ACTIVITY.
If a line below contains "labels", add it to your tally, then answer with the tally alone.
--- START ---
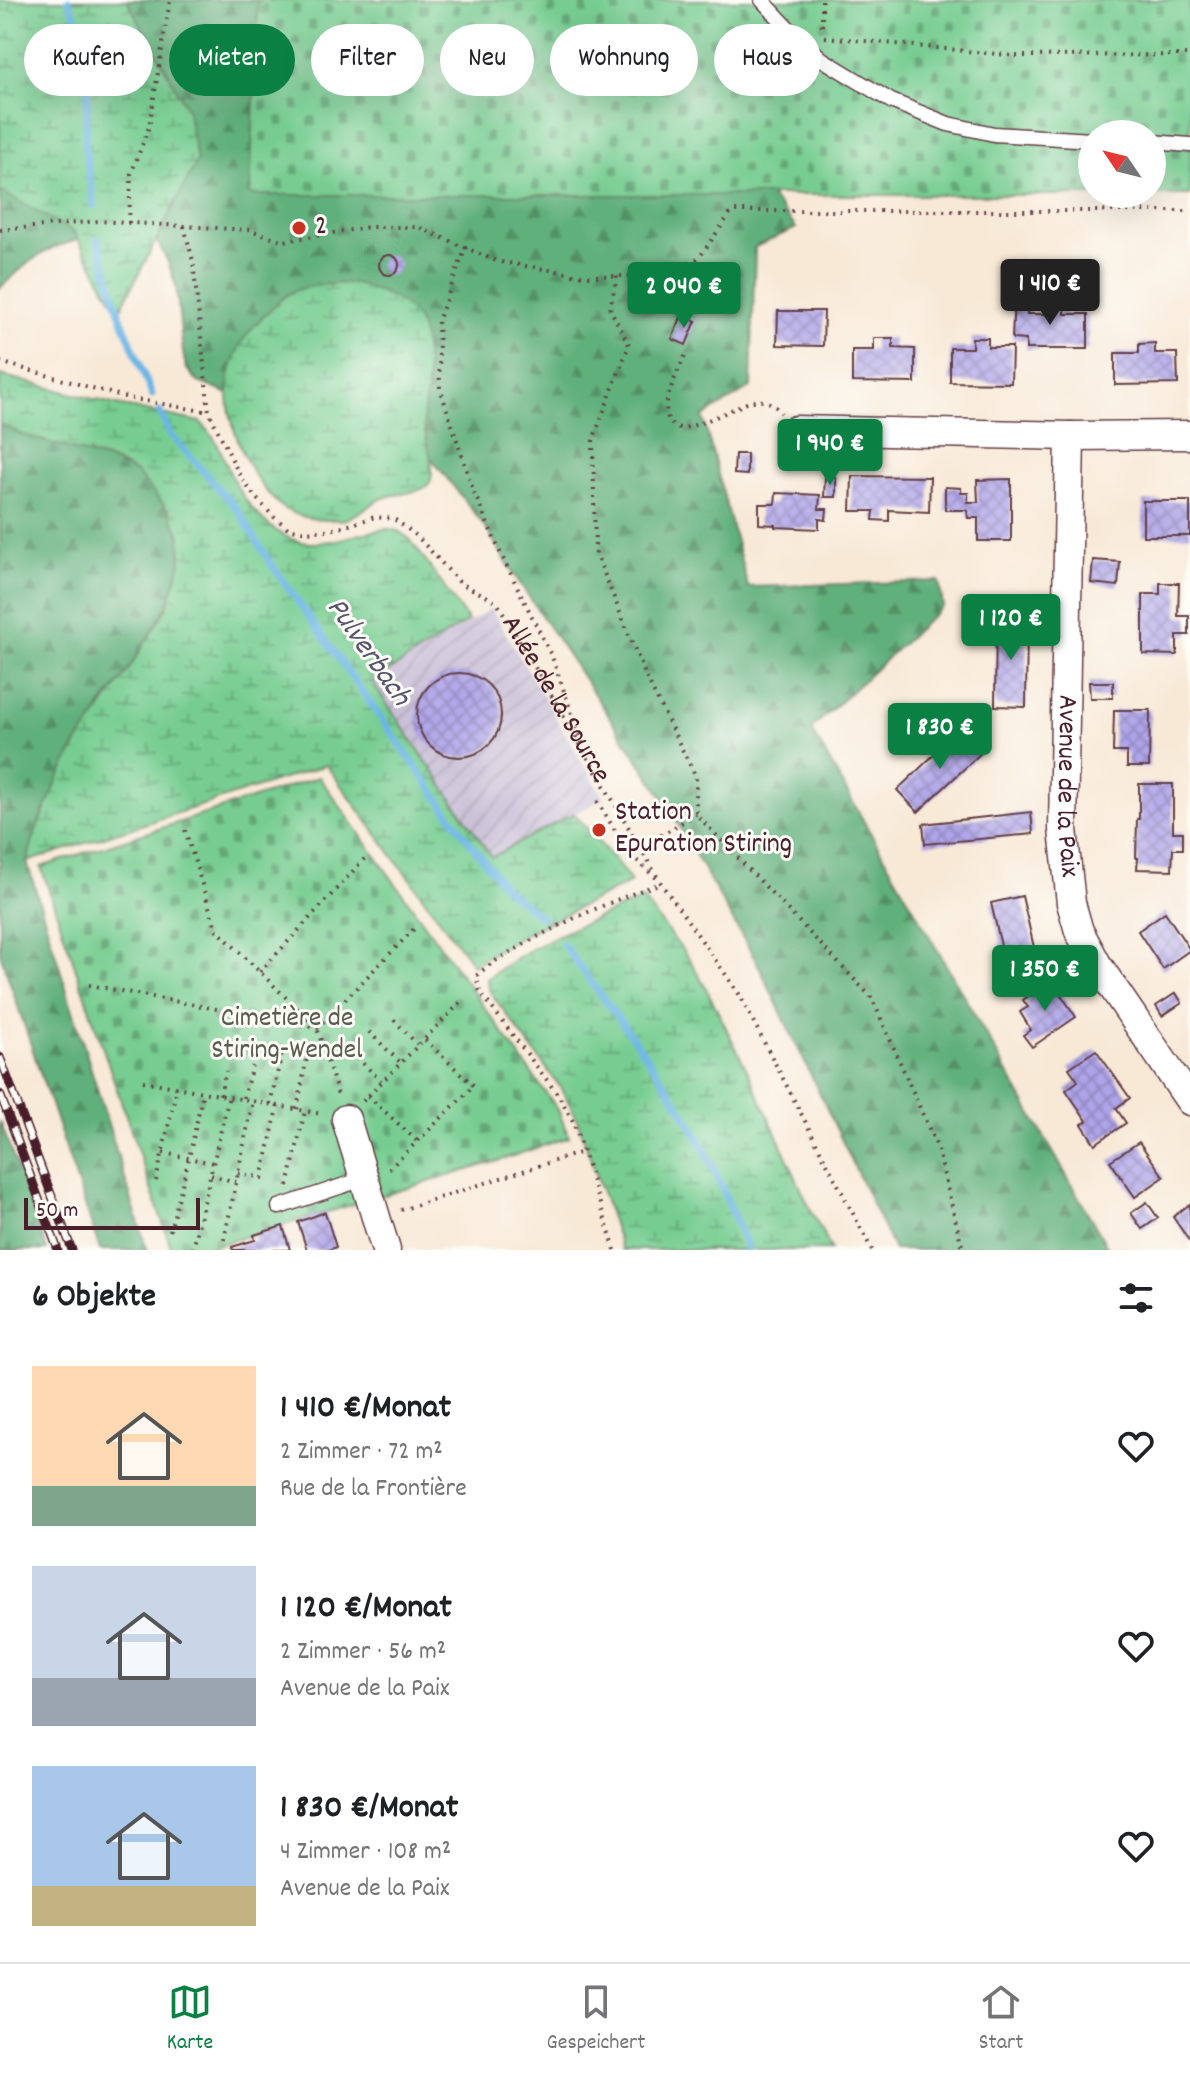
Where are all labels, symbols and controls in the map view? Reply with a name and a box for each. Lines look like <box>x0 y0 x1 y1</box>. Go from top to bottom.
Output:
chip: Kaufen <box>24 24 153 96</box>
chip: Mieten <box>169 24 295 96</box>
chip: Filter <box>311 24 424 96</box>
chip: Neu <box>440 24 534 96</box>
chip: Wohnung <box>550 24 698 96</box>
chip: Haus <box>714 24 821 96</box>
north arrow <box>1078 120 1166 208</box>
map controls <box>1078 120 1166 208</box>
place label: 2 <box>315 208 327 248</box>
marker: 2 <box>290 219 308 237</box>
pin: 1 410 € <box>976 259 1124 327</box>
pin: 2 040 € <box>610 262 758 330</box>
text: 1 410 € <box>1019 266 1081 303</box>
text: 2 040 € <box>646 269 722 306</box>
pin: 1 940 € <box>756 419 904 487</box>
text: 1 940 € <box>796 426 864 463</box>
water label: Pulverbach <box>314 590 421 717</box>
pin: 1 120 € <box>937 594 1085 662</box>
text: 1 120 € <box>979 601 1043 638</box>
street label: Allée de la Source <box>489 609 619 792</box>
street label: Avenue de la Paix <box>1043 694 1088 879</box>
pin: 1 830 € <box>866 703 1014 771</box>
text: 1 830 € <box>906 710 974 747</box>
place label: Station Epuration Stiring <box>615 794 792 866</box>
marker: Station Epuration Stiring <box>590 821 608 839</box>
pin: 1 350 € <box>971 945 1119 1013</box>
text: 1 350 € <box>1010 952 1080 989</box>
park label: Cimetière de Stiring-Wendel <box>211 1000 363 1072</box>
scale bar <box>24 1194 200 1230</box>
text: 50 m <box>36 1196 78 1227</box>
text: 6 Objekte <box>32 1274 156 1323</box>
icon: filters <box>1114 1276 1158 1320</box>
text: 1 410 €/Monat <box>280 1385 451 1434</box>
icon: home <box>96 1398 192 1494</box>
icon: heart <box>1114 1424 1158 1468</box>
text: 2 Zimmer · 72 m² <box>280 1434 443 1471</box>
text: Rue de la Frontière <box>280 1471 467 1508</box>
text: 1 120 €/Monat <box>280 1585 452 1634</box>
icon: home <box>96 1598 192 1694</box>
icon: heart <box>1114 1624 1158 1668</box>
text: 2 Zimmer · 56 m² <box>280 1634 446 1671</box>
text: Avenue de la Paix <box>280 1671 449 1708</box>
text: 1 830 €/Monat <box>280 1785 458 1834</box>
icon: home <box>96 1798 192 1894</box>
icon: heart <box>1114 1824 1158 1868</box>
text: 4 Zimmer · 108 m² <box>280 1834 451 1871</box>
text: Avenue de la Paix <box>280 1871 449 1908</box>
tab: Karte <box>167 1980 213 2059</box>
tab: Gespeichert <box>547 1980 645 2059</box>
tab: Start <box>979 1980 1023 2059</box>

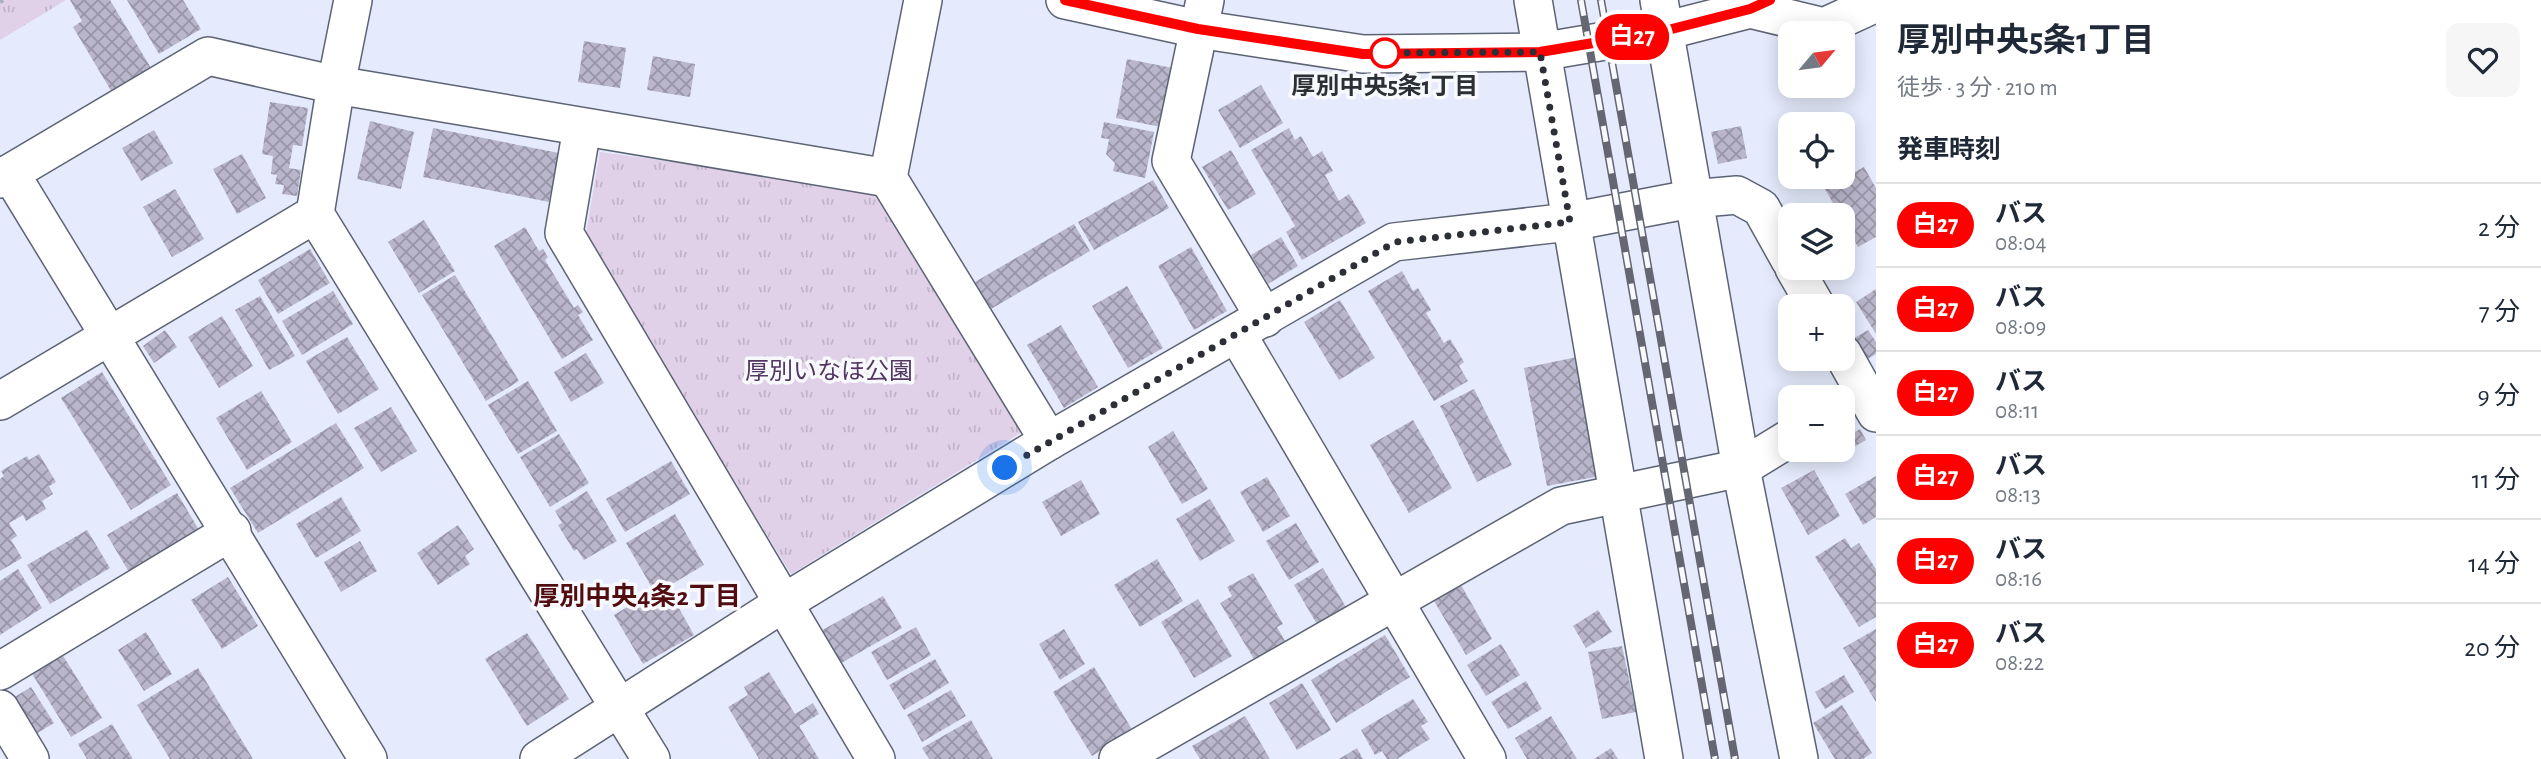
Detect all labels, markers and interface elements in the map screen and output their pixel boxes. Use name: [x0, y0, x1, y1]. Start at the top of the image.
line badge: 白27: [1592, 14, 1672, 60]
north arrow: [1778, 21, 1855, 98]
map controls: [1778, 21, 1855, 462]
button: heart: [2446, 23, 2520, 97]
text: 白27: [1609, 25, 1655, 49]
text: 厚別中央5条1丁目: [1897, 25, 2154, 58]
marker: 厚別中央5条1丁目: [1370, 38, 1400, 68]
place label: 厚別中央5条1丁目: [1291, 73, 1479, 99]
text: 徒歩 · 3 分 · 210 m: [1897, 77, 2058, 100]
button: locate: [1778, 112, 1855, 189]
text: 発車時刻: [1897, 137, 2001, 163]
text: バス: [1995, 201, 2047, 227]
button: layers: [1778, 203, 1855, 280]
text: 白27: [1913, 213, 1958, 237]
text: 2 分: [2478, 215, 2520, 241]
text: 08:04: [1995, 232, 2047, 255]
text: バス: [1995, 285, 2047, 311]
button: +: [1778, 294, 1855, 371]
text: 白27: [1913, 297, 1958, 321]
text: 7 分: [2479, 299, 2520, 325]
text: 08:09: [1995, 316, 2046, 339]
park label: 厚別いなほ公園: [745, 359, 913, 384]
text: バス: [1995, 369, 2047, 395]
text: 白27: [1913, 381, 1958, 405]
text: 9 分: [2477, 383, 2520, 409]
button: −: [1778, 385, 1855, 462]
text: 08:11: [1995, 400, 2039, 423]
your location: [987, 450, 1022, 485]
text: バス: [1995, 453, 2047, 479]
text: 白27: [1913, 465, 1958, 489]
text: 11 分: [2472, 467, 2520, 493]
text: 08:13: [1995, 484, 2041, 507]
text: バス: [1995, 537, 2047, 563]
text: 白27: [1913, 549, 1958, 573]
text: 14 分: [2468, 551, 2520, 577]
text: 08:16: [1995, 568, 2042, 591]
district label: 厚別中央4条2丁目: [533, 582, 741, 610]
text: バス: [1995, 621, 2047, 647]
text: 白27: [1913, 633, 1958, 657]
text: 20 分: [2464, 635, 2520, 661]
text: 08:22: [1995, 652, 2044, 675]

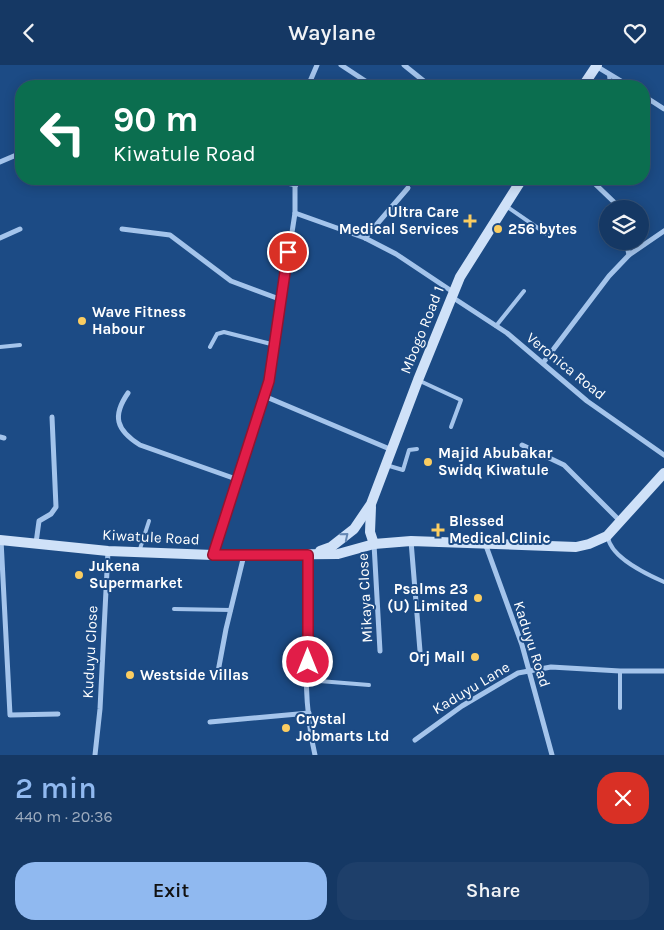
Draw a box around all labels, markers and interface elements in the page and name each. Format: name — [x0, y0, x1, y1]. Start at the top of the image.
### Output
icon: back — [15, 19, 43, 47]
icon: heart — [621, 19, 649, 47]
text: Waylane — [288, 20, 376, 46]
text: 90 m — [113, 99, 199, 140]
icon: left — [30, 100, 95, 165]
text: Kiwatule Road — [113, 141, 256, 167]
map controls — [599, 200, 649, 250]
button: layers — [599, 200, 649, 250]
place label: Ultra Care Medical Services — [339, 203, 459, 238]
marker: Ultra Care Medical Services — [463, 214, 477, 228]
place label: 256 bytes — [508, 220, 577, 238]
marker: 256 bytes — [492, 223, 504, 235]
pin — [267, 231, 309, 273]
icon: arrive — [274, 238, 302, 266]
street label: Mbogo Road 1 — [396, 283, 448, 377]
place label: Wave Fitness Habour — [92, 303, 186, 338]
marker: Wave Fitness Habour — [76, 315, 88, 327]
street label: Veronica Road — [523, 329, 609, 403]
place label: Majid Abubakar Swidq Kiwatule — [438, 444, 552, 479]
marker: Majid Abubakar Swidq Kiwatule — [422, 456, 434, 468]
place label: Blessed Medical Clinic — [449, 512, 551, 547]
marker: Blessed Medical Clinic — [431, 523, 445, 537]
street label: Kiwatule Road — [102, 525, 200, 549]
one-way arrow — [339, 534, 348, 542]
street label: Mikaya Close — [354, 553, 376, 643]
place label: Jukena Supermarket — [89, 557, 183, 592]
marker: Jukena Supermarket — [73, 569, 85, 581]
place label: Psalms 23 (U) Limited — [387, 580, 468, 615]
marker: Psalms 23 (U) Limited — [472, 592, 484, 604]
street label: Kaduyu Road — [510, 599, 554, 689]
street label: Kuduyu Close — [79, 605, 101, 699]
position arrow — [281, 635, 333, 687]
place label: Orj Mall — [409, 648, 465, 666]
marker: Orj Mall — [469, 651, 481, 663]
street label: Kaduyu Lane — [429, 658, 513, 718]
place label: Westside Villas — [140, 666, 249, 684]
marker: Westside Villas — [124, 669, 136, 681]
place label: Crystal Jobmarts Ltd — [296, 710, 389, 745]
marker: Crystal Jobmarts Ltd — [280, 722, 292, 734]
text: 2 min — [15, 770, 97, 806]
button: close — [597, 772, 649, 824]
text: 440 m · 20:36 — [15, 807, 113, 826]
button: Exit — [15, 862, 327, 920]
button: Share — [337, 862, 649, 920]

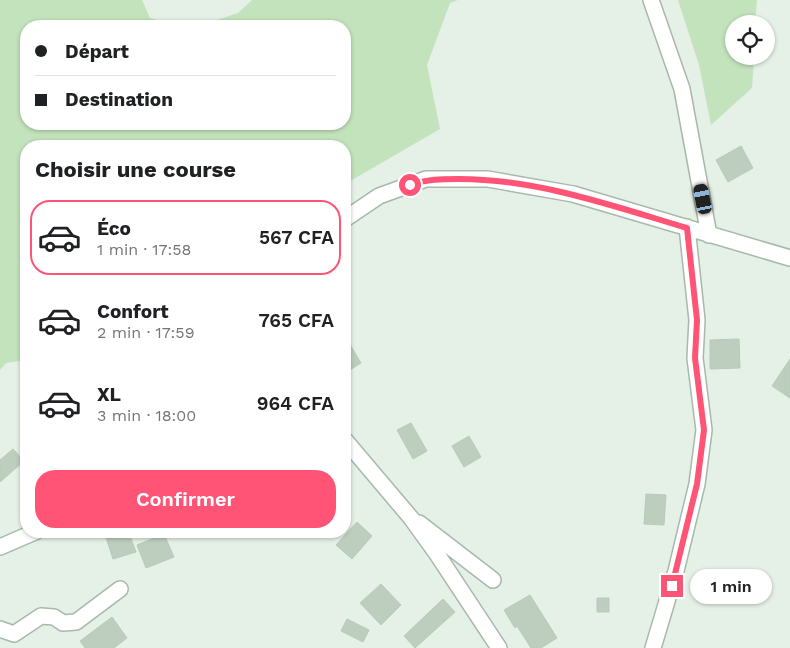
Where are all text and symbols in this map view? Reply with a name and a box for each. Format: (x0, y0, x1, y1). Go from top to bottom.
map controls (725, 15, 775, 65)
button: locate (725, 15, 775, 65)
text: Départ (65, 40, 129, 63)
text: Destination (65, 88, 173, 111)
text: Choisir une course (35, 157, 236, 182)
route start (399, 174, 421, 196)
car (692, 183, 713, 215)
icon: car (37, 215, 82, 260)
text: Éco (97, 217, 131, 240)
text: 567 CFA (259, 226, 334, 249)
text: 1 min · 17:58 (97, 240, 191, 259)
icon: car (37, 298, 82, 343)
text: Confort (97, 300, 168, 323)
text: 765 CFA (259, 309, 334, 332)
text: 2 min · 17:59 (97, 323, 195, 342)
icon: car (37, 381, 82, 426)
text: XL (97, 383, 121, 406)
text: 964 CFA (257, 392, 334, 415)
text: 3 min · 18:00 (97, 406, 196, 425)
button: Confirmer (35, 470, 336, 528)
callout: 1 min (690, 568, 772, 604)
route end (661, 575, 683, 597)
text: 1 min (710, 577, 752, 596)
--- END ---
ANSWER BOX.
3